------ Data to examine ------
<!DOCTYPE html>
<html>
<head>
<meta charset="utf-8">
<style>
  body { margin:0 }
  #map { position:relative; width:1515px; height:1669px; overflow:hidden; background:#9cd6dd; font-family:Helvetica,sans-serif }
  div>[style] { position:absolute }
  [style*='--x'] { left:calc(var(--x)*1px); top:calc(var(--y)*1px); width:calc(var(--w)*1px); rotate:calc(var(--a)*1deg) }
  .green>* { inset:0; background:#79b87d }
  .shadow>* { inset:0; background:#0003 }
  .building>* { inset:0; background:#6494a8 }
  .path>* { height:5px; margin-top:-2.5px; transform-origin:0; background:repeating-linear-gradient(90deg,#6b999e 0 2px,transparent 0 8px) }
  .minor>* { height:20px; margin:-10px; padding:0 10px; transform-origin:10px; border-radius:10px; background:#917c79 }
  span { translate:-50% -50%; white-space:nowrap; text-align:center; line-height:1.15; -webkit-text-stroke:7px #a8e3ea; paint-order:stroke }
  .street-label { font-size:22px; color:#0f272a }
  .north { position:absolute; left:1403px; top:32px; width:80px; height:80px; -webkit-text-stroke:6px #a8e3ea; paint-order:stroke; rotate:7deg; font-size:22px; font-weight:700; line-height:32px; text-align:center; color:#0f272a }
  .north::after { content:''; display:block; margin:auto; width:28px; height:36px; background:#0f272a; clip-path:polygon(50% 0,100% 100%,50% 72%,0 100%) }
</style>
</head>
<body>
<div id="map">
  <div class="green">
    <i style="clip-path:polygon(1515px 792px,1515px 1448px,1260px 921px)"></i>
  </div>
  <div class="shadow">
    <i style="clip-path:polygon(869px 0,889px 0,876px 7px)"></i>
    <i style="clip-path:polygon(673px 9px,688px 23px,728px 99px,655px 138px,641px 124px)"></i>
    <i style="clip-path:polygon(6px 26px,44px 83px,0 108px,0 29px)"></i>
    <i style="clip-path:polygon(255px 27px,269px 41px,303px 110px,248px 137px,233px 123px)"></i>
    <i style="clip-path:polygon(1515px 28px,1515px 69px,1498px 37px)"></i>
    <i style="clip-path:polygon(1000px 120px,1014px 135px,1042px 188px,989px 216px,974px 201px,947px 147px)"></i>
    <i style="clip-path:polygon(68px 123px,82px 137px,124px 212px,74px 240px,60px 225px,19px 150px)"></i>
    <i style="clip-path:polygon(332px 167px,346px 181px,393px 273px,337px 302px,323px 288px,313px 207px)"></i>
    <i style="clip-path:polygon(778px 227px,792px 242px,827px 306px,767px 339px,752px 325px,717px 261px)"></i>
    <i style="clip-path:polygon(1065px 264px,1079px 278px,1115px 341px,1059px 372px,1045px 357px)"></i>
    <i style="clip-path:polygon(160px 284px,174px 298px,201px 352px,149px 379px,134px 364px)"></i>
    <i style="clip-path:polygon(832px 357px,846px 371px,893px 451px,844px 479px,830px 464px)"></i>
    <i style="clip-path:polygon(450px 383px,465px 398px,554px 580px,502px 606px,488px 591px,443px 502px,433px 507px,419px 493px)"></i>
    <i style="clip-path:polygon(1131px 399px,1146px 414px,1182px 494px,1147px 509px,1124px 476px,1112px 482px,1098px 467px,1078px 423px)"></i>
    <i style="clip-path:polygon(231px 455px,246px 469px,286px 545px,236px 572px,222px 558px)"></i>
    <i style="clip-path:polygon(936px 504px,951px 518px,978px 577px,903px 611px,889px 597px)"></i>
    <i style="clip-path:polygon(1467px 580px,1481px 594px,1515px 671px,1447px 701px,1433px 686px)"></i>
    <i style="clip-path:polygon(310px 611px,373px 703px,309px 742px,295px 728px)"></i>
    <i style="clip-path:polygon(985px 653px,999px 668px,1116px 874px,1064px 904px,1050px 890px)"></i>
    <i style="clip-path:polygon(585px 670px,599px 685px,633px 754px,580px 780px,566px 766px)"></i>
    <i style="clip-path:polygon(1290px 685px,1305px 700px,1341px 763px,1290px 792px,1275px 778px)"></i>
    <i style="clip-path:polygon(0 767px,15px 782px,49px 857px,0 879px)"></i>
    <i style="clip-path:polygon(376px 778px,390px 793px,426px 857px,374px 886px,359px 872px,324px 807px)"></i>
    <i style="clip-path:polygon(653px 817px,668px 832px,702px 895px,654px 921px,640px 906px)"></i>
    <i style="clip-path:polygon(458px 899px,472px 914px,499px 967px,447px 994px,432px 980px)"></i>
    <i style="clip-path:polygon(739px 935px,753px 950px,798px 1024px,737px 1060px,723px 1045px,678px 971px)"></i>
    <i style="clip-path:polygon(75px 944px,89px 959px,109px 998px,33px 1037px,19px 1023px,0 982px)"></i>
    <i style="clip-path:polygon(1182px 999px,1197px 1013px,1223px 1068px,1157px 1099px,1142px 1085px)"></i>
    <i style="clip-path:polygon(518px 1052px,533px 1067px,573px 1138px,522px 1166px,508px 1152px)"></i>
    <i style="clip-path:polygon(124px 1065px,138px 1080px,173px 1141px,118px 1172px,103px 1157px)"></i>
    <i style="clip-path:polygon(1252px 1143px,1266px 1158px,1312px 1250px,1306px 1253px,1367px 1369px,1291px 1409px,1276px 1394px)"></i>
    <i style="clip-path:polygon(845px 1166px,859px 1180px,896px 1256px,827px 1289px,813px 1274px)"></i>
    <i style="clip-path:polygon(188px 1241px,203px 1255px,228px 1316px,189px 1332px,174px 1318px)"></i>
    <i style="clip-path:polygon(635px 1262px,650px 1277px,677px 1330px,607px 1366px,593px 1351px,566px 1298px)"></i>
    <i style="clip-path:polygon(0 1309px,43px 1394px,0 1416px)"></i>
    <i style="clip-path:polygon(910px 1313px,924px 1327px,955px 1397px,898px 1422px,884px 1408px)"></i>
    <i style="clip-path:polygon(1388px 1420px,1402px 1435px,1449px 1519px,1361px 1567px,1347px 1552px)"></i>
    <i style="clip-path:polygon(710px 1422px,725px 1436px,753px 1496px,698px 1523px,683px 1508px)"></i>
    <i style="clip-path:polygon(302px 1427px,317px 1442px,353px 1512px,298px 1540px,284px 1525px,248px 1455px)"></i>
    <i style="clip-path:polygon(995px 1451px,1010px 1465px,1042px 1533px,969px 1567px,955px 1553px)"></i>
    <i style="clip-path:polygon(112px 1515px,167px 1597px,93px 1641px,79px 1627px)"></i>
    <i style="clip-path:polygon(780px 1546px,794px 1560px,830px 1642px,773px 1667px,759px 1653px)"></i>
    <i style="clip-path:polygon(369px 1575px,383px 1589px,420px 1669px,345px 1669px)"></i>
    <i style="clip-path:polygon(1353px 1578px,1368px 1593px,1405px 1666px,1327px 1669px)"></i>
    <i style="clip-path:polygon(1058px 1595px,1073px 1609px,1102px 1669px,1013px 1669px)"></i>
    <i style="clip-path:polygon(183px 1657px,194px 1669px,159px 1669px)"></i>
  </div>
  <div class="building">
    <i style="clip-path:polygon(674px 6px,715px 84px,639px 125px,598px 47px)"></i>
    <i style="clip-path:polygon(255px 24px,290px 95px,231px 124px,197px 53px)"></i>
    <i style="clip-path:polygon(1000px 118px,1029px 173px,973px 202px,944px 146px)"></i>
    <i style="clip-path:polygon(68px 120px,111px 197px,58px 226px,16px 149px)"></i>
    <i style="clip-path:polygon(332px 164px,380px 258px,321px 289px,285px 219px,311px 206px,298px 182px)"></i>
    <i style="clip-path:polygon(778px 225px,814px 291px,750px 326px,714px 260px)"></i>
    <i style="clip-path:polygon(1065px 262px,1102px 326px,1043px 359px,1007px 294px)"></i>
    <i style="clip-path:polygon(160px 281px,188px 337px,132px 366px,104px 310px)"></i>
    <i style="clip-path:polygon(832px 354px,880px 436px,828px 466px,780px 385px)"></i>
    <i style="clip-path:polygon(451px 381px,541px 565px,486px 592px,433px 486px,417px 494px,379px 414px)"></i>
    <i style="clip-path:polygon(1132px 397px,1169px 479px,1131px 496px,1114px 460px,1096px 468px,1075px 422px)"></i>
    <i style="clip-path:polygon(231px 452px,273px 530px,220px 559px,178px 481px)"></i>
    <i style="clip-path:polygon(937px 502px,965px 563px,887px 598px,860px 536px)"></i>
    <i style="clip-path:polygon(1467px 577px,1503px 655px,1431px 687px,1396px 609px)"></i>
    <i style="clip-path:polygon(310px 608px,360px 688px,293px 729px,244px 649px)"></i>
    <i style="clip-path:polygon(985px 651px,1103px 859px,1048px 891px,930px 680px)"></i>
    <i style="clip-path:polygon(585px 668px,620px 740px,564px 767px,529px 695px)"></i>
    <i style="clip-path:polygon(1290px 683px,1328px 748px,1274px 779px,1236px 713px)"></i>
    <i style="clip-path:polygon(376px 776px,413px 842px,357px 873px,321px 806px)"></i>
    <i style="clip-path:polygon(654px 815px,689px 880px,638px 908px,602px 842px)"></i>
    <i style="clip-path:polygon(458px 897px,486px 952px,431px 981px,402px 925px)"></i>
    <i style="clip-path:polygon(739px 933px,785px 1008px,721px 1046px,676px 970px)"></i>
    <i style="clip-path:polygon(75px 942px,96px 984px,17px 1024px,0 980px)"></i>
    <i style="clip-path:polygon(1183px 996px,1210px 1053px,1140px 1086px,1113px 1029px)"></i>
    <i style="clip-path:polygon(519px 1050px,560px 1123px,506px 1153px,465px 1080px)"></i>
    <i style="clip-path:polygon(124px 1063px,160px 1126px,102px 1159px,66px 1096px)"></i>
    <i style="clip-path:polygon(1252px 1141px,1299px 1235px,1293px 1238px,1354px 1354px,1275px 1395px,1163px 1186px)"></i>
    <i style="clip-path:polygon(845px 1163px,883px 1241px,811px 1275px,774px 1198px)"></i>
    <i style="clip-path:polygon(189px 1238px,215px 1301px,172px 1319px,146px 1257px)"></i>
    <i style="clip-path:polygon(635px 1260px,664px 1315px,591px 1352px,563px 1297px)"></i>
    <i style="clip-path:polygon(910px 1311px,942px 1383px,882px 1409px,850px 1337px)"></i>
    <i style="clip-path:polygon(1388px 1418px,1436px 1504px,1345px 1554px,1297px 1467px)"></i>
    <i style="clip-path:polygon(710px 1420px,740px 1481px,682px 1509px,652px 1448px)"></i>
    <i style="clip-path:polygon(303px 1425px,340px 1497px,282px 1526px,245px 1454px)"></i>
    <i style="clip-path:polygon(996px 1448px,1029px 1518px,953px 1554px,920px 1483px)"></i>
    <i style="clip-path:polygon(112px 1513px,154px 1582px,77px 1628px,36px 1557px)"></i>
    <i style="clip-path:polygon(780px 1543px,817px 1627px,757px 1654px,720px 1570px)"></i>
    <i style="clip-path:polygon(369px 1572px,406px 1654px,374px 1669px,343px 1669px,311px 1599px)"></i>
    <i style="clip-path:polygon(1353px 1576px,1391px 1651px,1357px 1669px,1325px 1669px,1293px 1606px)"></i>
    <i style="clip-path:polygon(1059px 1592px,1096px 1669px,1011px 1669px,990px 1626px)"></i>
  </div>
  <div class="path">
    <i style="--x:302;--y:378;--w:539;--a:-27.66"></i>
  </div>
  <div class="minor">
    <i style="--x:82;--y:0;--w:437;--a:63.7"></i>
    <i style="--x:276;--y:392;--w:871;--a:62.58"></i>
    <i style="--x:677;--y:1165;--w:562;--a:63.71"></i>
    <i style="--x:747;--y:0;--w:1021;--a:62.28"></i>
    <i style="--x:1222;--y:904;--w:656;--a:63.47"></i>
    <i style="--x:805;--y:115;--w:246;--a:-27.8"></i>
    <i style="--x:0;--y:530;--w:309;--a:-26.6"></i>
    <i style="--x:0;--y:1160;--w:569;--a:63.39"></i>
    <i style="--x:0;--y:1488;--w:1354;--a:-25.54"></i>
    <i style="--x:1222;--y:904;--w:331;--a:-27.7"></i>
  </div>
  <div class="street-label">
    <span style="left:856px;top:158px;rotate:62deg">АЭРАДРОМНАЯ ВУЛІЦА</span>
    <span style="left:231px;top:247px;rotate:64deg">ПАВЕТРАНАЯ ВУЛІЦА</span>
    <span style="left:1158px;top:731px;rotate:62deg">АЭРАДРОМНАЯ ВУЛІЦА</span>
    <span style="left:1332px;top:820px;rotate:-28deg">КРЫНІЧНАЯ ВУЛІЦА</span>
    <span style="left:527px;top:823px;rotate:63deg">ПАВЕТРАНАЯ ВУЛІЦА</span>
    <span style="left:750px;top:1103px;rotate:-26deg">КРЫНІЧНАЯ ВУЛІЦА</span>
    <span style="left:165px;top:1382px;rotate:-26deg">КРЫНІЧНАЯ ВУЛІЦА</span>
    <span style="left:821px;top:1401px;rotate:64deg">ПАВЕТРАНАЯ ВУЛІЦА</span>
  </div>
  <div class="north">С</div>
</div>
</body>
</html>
------
● Goal of the exercise
Write out exactly the lines above between the line with "position:relative; width:1515px; height:1669px;" and the line with "position:absolute; left:1403px; top:32px;", inclusive, and nothing beyond them.

● Task answer
  #map { position:relative; width:1515px; height:1669px; overflow:hidden; background:#9cd6dd; font-family:Helvetica,sans-serif }
  div>[style] { position:absolute }
  [style*='--x'] { left:calc(var(--x)*1px); top:calc(var(--y)*1px); width:calc(var(--w)*1px); rotate:calc(var(--a)*1deg) }
  .green>* { inset:0; background:#79b87d }
  .shadow>* { inset:0; background:#0003 }
  .building>* { inset:0; background:#6494a8 }
  .path>* { height:5px; margin-top:-2.5px; transform-origin:0; background:repeating-linear-gradient(90deg,#6b999e 0 2px,transparent 0 8px) }
  .minor>* { height:20px; margin:-10px; padding:0 10px; transform-origin:10px; border-radius:10px; background:#917c79 }
  span { translate:-50% -50%; white-space:nowrap; text-align:center; line-height:1.15; -webkit-text-stroke:7px #a8e3ea; paint-order:stroke }
  .street-label { font-size:22px; color:#0f272a }
  .north { position:absolute; left:1403px; top:32px; width:80px; height:80px; -webkit-text-stroke:6px #a8e3ea; paint-order:stroke; rotate:7deg; font-size:22px; font-weight:700; line-height:32px; text-align:center; color:#0f272a }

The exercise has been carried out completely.